Христианская антропология предполагает, что спасенный (“святой,” освященный) человек — это преображенный человек. Ничто в людской природе (духовно-материальной) не подлежит упразднению в “новой судьбе,” но нет ничего, что может войти в том направлении, не преобразившись, не очистившись и не просветлившись — ни разум, ни сердце, ни воля… Этого спасенного, т. е. полностью преображенного человека и пишет икона. Ясно, что средства натуралистической, “реалистической” живописи античности либо Восстановления не смогут разрешить художественно воплотить данный принцип христианской антропологии. Икона противоречила реалиям “мира этого” — но конкретно исходя из этого становилась проповедью, обличением, увещеванием, призывом: “Человек, ты можешь, ты призван, ты будет вторым!”

Одухотворение мира.

Изюминкой изображения на иконе людской тела есть вытянутость пропорций. Ненатуральность пропорций, выделенная бесплотность тела опять-таки соответствуют сверхзадаче иконы — дать зримый образ христианской антропологии. Задолго до происхождения привычных нам изобразительных средств иконописи святой Антоний Великий давал такую — словесную — икону христианского подвижника: “Дух Святой, соединяясь с умом человека… научает его держать в порядке тело — все, с головы до ног: глаза — дабы наблюдали с чистотою; уши — дабы слушали в мире и не услаждались наговорами, поношениями и пересудами; руки — дабы были приводимы прежде в воздействие лишь на воздеяние в молитвах и на дела милосердия и щедродательности; чрево — дабы держалось в должных пределах в потреблении пития и пищи; ноги — дабы ступали право и ходили по дорогам Божиим. Так все тело навыкает всякому добру и, подчиняясь власти Святого Духа, так изменяется, что, наконец, делается в некоей мере причастным тех особенностей, какие конкретно оно имеет взять в воскресение праведных.”[339]

Но раз уж таковой опыт видения человека показался в Церкви, осмыслен в ее предании, непременно он должен был, само собой разумеется, породить и новое красивое мастерство, согласное с ним. “внутреннее устроение и Порядок, о котором свидетельствуют Отцы, прелагаются в иконе в мир и гармонию внешние. Таково свидетельство победы над внутренним хаосом и разделением в человеке.”[340]

Ритмика складок одежды на иконе помогает тому же. То мягко пластичные, то, иногда, наоборот, неестественно прямые, немногочисленные, геометрически верные складки призваны кроме этого передать внутреннюю гармонию первообраза.

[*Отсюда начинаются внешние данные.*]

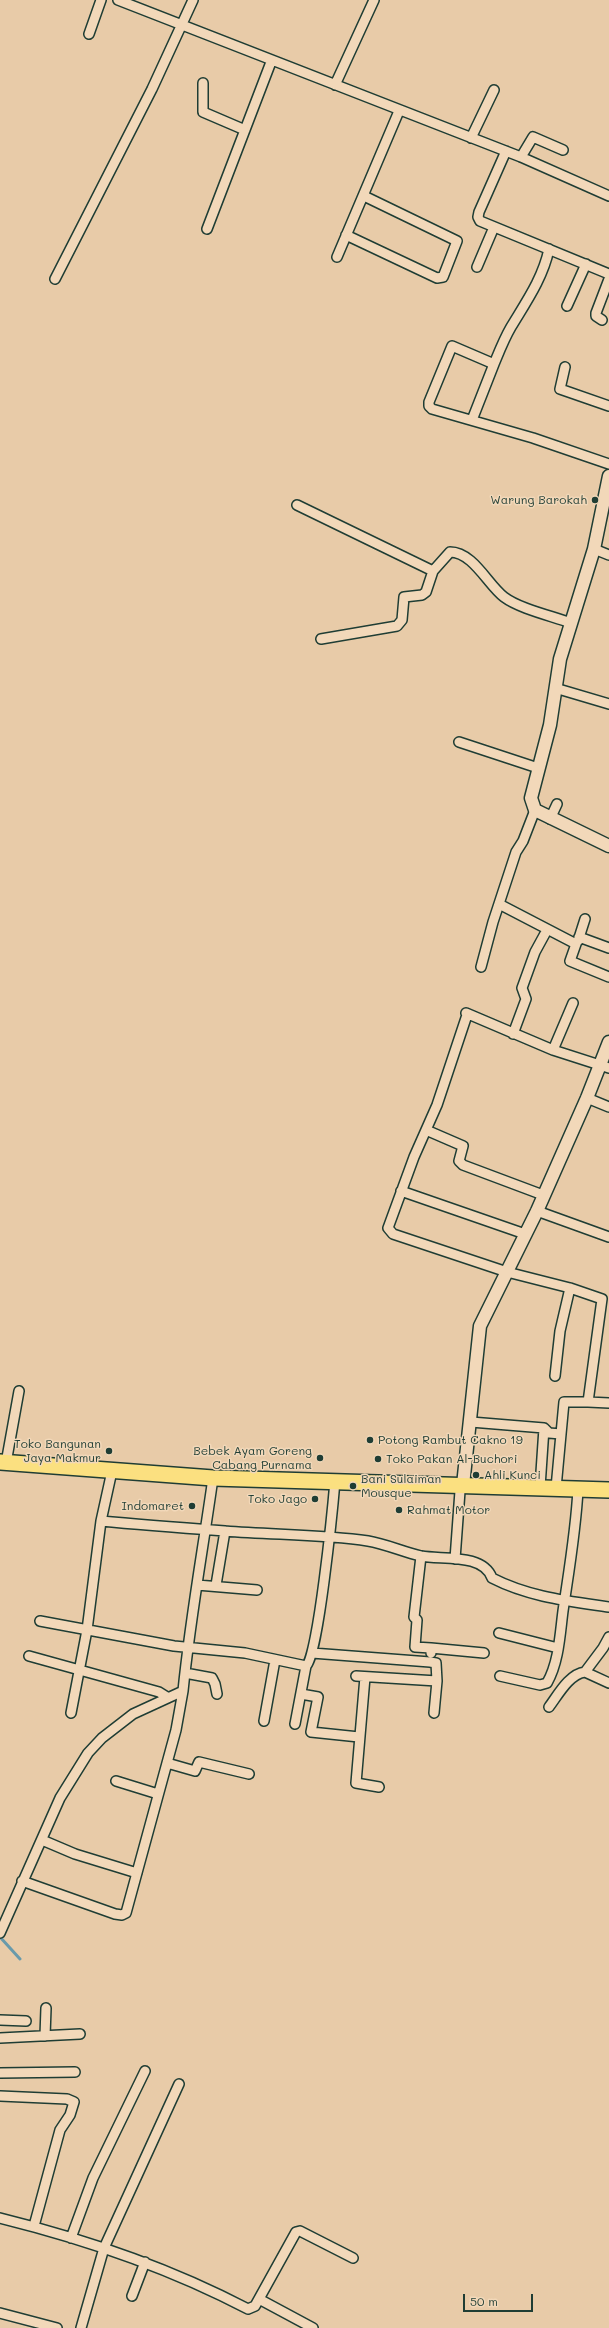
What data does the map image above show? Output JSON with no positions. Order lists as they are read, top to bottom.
{
  "places": [
    "Warung Barokah",
    "Potong Rambut Cakno 19",
    "Toko Bangunan Jaya Makmur",
    "Bebek Ayam Goreng Cabang Purnama",
    "Toko Pakan Al-Buchori",
    "Ahli Kunci",
    "Bani Sulaiman Mousque",
    "Toko Jago",
    "Indomaret",
    "Rahmat Motor"
  ],
  "scale_bar": "50 m"
}
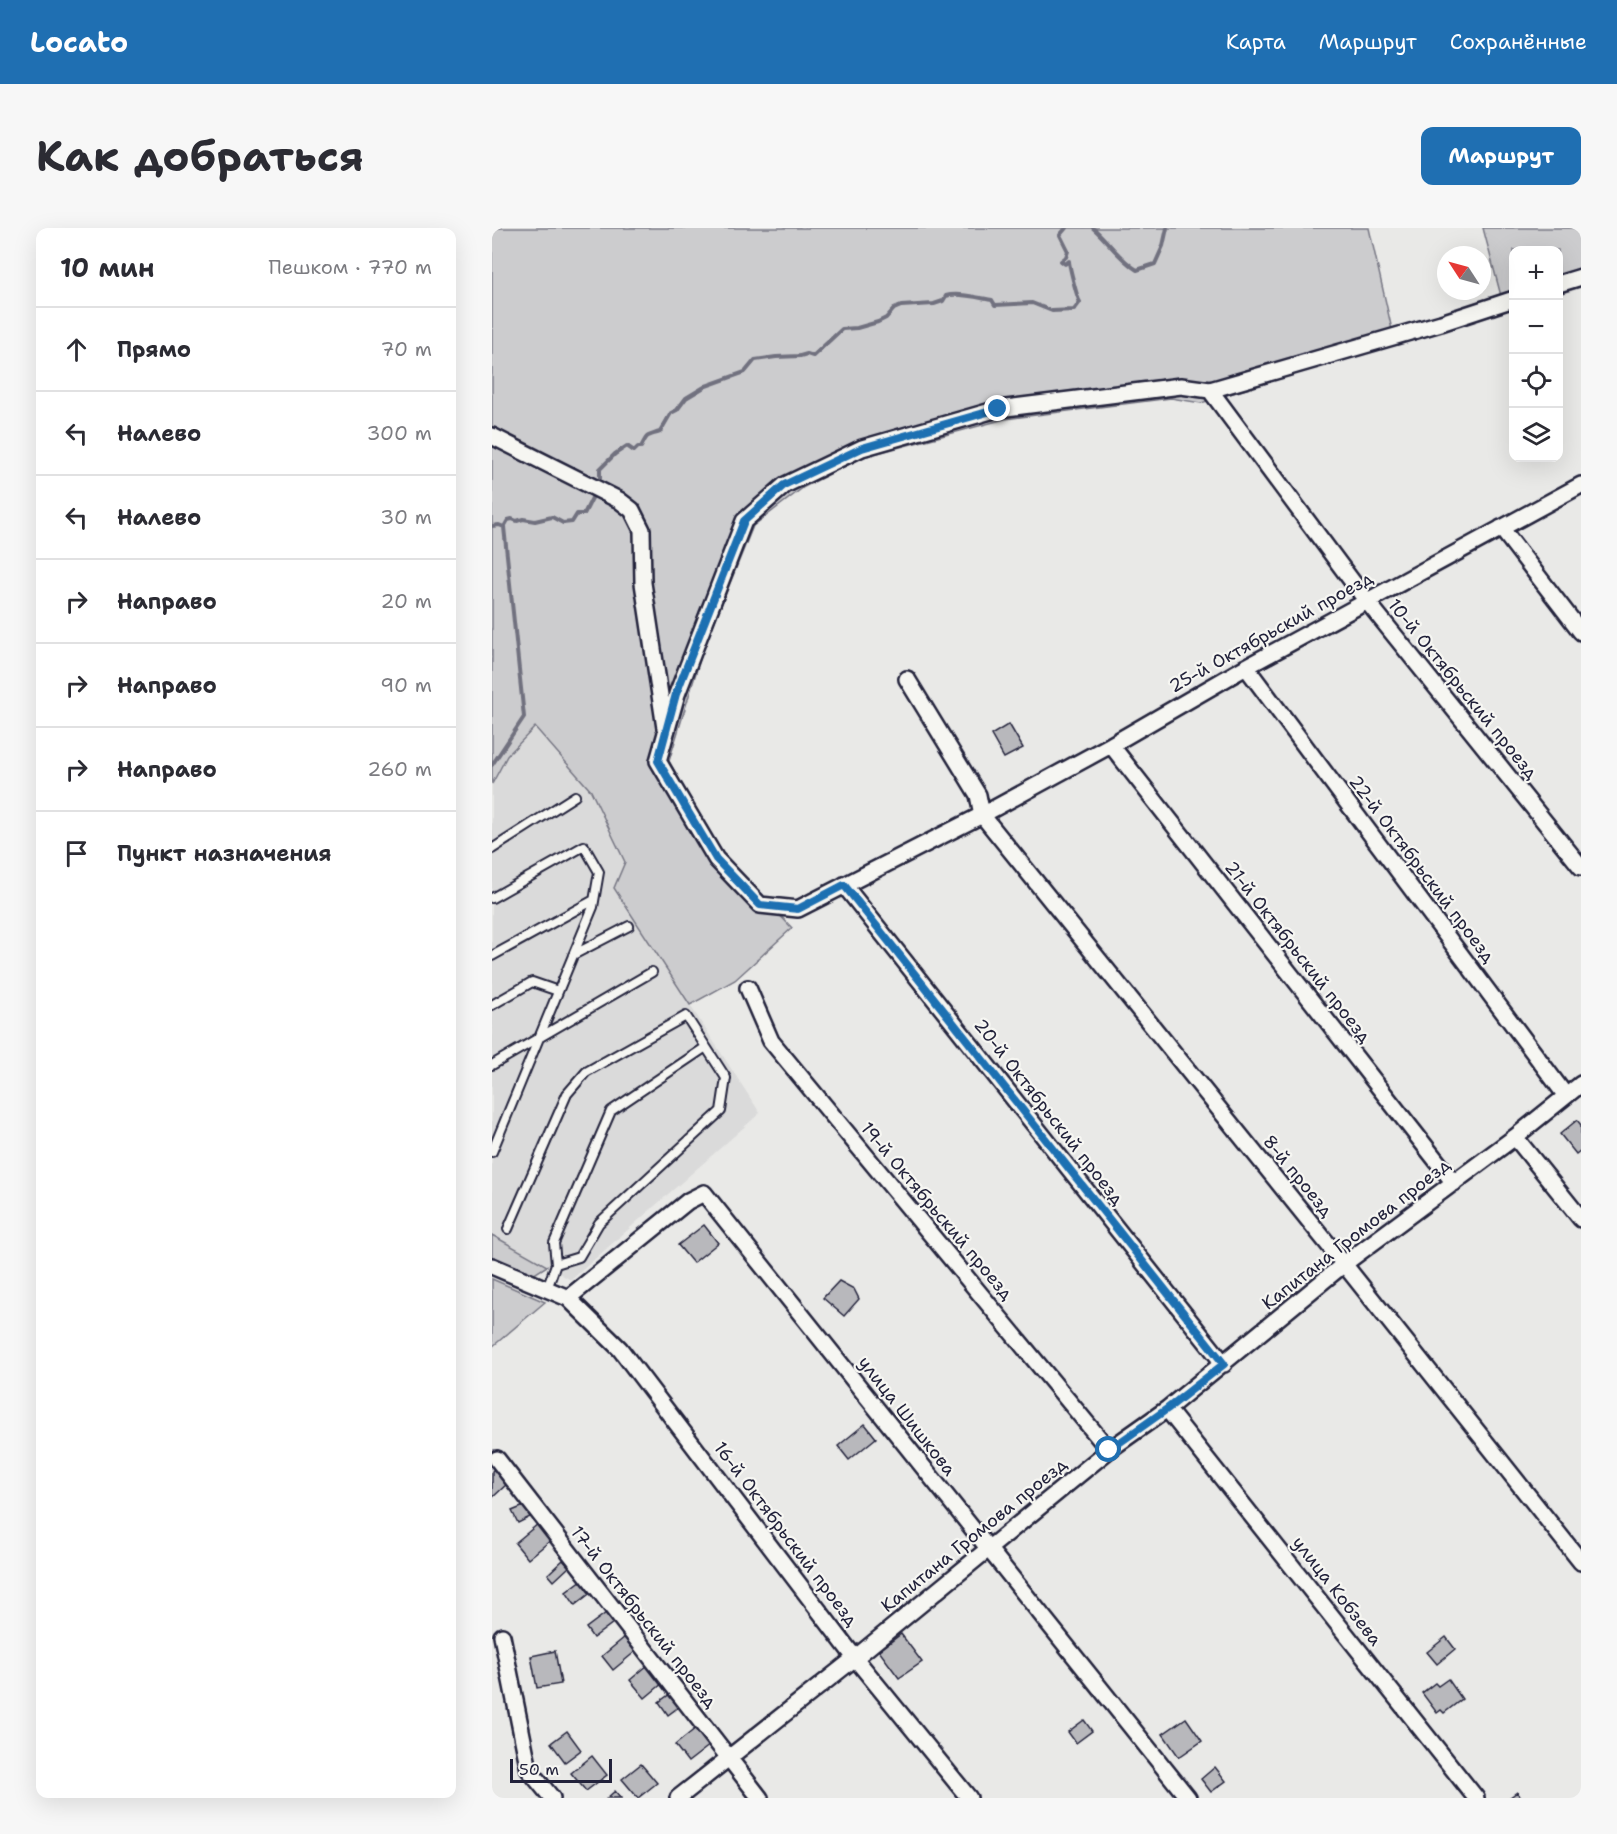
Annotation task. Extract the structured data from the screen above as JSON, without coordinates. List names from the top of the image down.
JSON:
{
  "streets": {
    "street": [
      "25-й Октябрьский проезд",
      "10-й Октябрьский проезд",
      "22-й Октябрьский проезд",
      "21-й Октябрьский проезд",
      "20-й Октябрьский проезд",
      "8-й проезд",
      "19-й Октябрьский проезд",
      "Капитана Громова проезд",
      "улица Шишкова",
      "16-й Октябрьский проезд",
      "улица Кобзева",
      "17-й Октябрьский проезд"
    ]
  },
  "crossings": [
    ["25-й Октябрьский проезд", "10-й Октябрьский проезд"],
    ["25-й Октябрьский проезд", "22-й Октябрьский проезд"],
    ["25-й Октябрьский проезд", "21-й Октябрьский проезд"],
    ["25-й Октябрьский проезд", "20-й Октябрьский проезд"],
    ["25-й Октябрьский проезд", "8-й проезд"],
    ["22-й Октябрьский проезд", "Капитана Громова проезд"],
    ["21-й Октябрьский проезд", "Капитана Громова проезд"],
    ["20-й Октябрьский проезд", "Капитана Громова проезд"],
    ["8-й проезд", "Капитана Громова проезд"],
    ["19-й Октябрьский проезд", "Капитана Громова проезд"],
    ["Капитана Громова проезд", "улица Шишкова"],
    ["Капитана Громова проезд", "16-й Октябрьский проезд"],
    ["Капитана Громова проезд", "улица Кобзева"],
    ["Капитана Громова проезд", "17-й Октябрьский проезд"],
    ["улица Шишкова", "16-й Октябрьский проезд"]
  ],
  "scale_bar": "50 m",
  "north": "top left",
  "page": {
    "header": "Locato",
    "nav": ["Карта", "Маршрут", "Сохранённые"],
    "buttons": "Маршрут",
    "title": "Как добраться",
    "heading": ["10 мин", "Пешком · 770 m"],
    "map_buttons": ["+", "−"],
    "list": [
      ["Прямо", "70 m"],
      ["Налево", "300 m"],
      ["Налево", "30 m"],
      ["Направо", "20 m"],
      ["Направо", "90 m"],
      ["Направо", "260 m"],
      "Пункт назначения"
    ],
    "scale": "50 m"
  }
}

Потому, что свет в иконе везде и свет сам есть действительностью, в иконе нет безлюдного пространства, нет зазора между передним замыслом и задним, заполняемым пустотой. Ближнее и дальнее соединены сходу, конкретно, во свету . Средневековью чуждо посленьютоновское познание пространства как некой малосодержательной потенции, пустоты. В мастерстве же еще до физики Ренессанс “формирует пространство, в котором теряются предметы.”[341]

Всевышний пытается к человеку, дабы преобразить его. Тут воистину встреча двух различных реалий. Нимб — не аура, данный свет не исходит от человека, а горит в него. Свет святого — это не его личный свет, не его творение. Не он светится, через него — просвечивает: “Тако да просветится свет ваш пред людьми… ” Нимб на иконе — не излучение энергий из глубины сердца, из некоего “атмана.” Нет — это та нечеловеческая воздух, в которой человек лишь и возможно человеком. Человек создан Всевышним — и лишь в Всевышнем он может дышать и жить. Исходя из этого нимб православной иконы — это и не корона, извне возлагаемая на праведника в знак признания его трудов (как трактуются нимб и благодать в католической мысли и живописи).